TASK DIRECTIONS -> Quote all of the data exactly as given. Skip every picture it contains.

EXCERPTED DATA ->
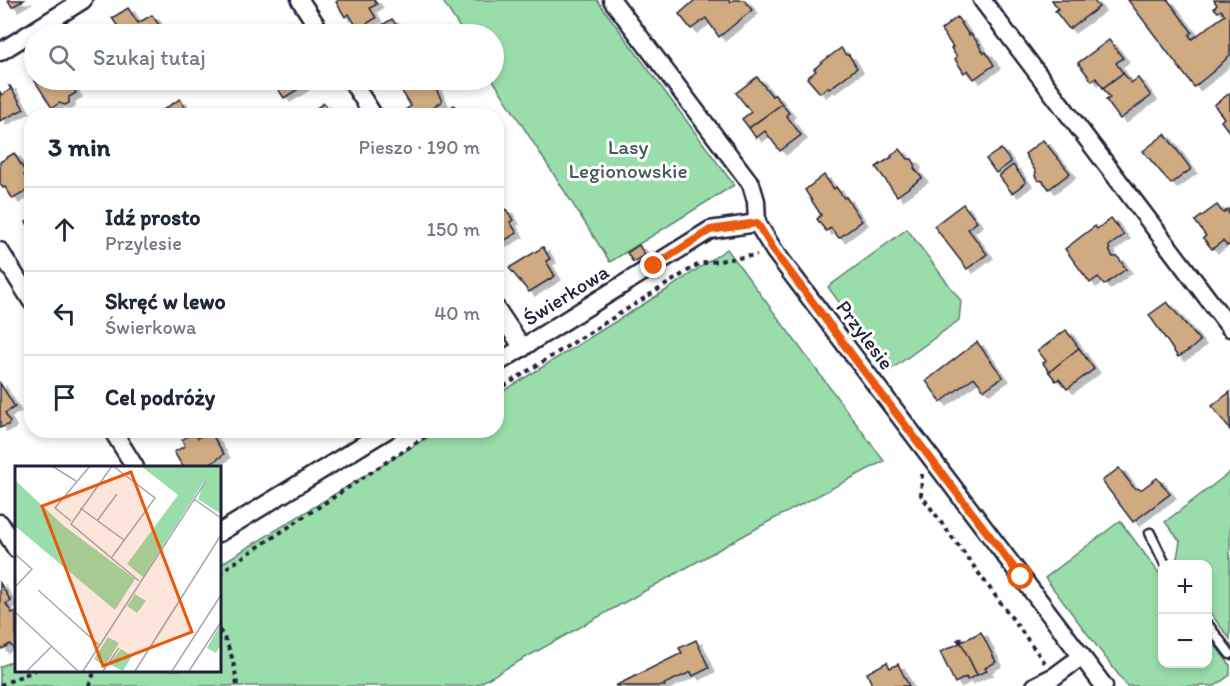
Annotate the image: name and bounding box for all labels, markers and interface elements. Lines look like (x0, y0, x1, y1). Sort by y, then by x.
search box (24, 24, 504, 90)
icon: search (45, 41, 78, 74)
text: Szukaj tutaj (93, 44, 206, 71)
text: 3 min (48, 131, 110, 163)
park label: Lasy Legionowskie (568, 134, 688, 183)
text: Pieszo · 190 m (359, 135, 480, 159)
text: Idź prosto (105, 204, 201, 231)
icon: ahead (48, 213, 81, 246)
text: 150 m (427, 217, 480, 241)
text: Przylesie (105, 231, 182, 255)
route end (640, 252, 666, 278)
street label: Świerkowa (518, 258, 613, 331)
text: Skręć w lewo (105, 288, 226, 315)
street label: Przylesie (831, 295, 900, 374)
icon: left (48, 297, 81, 330)
text: 40 m (434, 301, 480, 325)
text: Świerkowa (105, 315, 197, 339)
icon: arrive (48, 381, 81, 414)
text: Cel podróży (105, 384, 215, 411)
inset map (15, 466, 220, 671)
map controls (1158, 560, 1212, 668)
button: + (1158, 560, 1212, 614)
route start (1007, 563, 1033, 589)
button: − (1158, 614, 1212, 668)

SOLUTION FOR THIS PROBLEM ->
Annotate the image: name and bounding box for all labels, markers and interface elements. Lines look like (x0, y0, x1, y1). Sort by y, then by x.
search box (24, 24, 504, 90)
icon: search (45, 41, 78, 74)
text: Szukaj tutaj (93, 44, 206, 71)
text: 3 min (48, 131, 110, 163)
park label: Lasy Legionowskie (568, 134, 688, 183)
text: Pieszo · 190 m (359, 135, 480, 159)
text: Idź prosto (105, 204, 201, 231)
icon: ahead (48, 213, 81, 246)
text: 150 m (427, 217, 480, 241)
text: Przylesie (105, 231, 182, 255)
route end (640, 252, 666, 278)
street label: Świerkowa (518, 258, 613, 331)
text: Skręć w lewo (105, 288, 226, 315)
street label: Przylesie (831, 295, 900, 374)
icon: left (48, 297, 81, 330)
text: 40 m (434, 301, 480, 325)
text: Świerkowa (105, 315, 197, 339)
icon: arrive (48, 381, 81, 414)
text: Cel podróży (105, 384, 215, 411)
inset map (15, 466, 220, 671)
map controls (1158, 560, 1212, 668)
button: + (1158, 560, 1212, 614)
route start (1007, 563, 1033, 589)
button: − (1158, 614, 1212, 668)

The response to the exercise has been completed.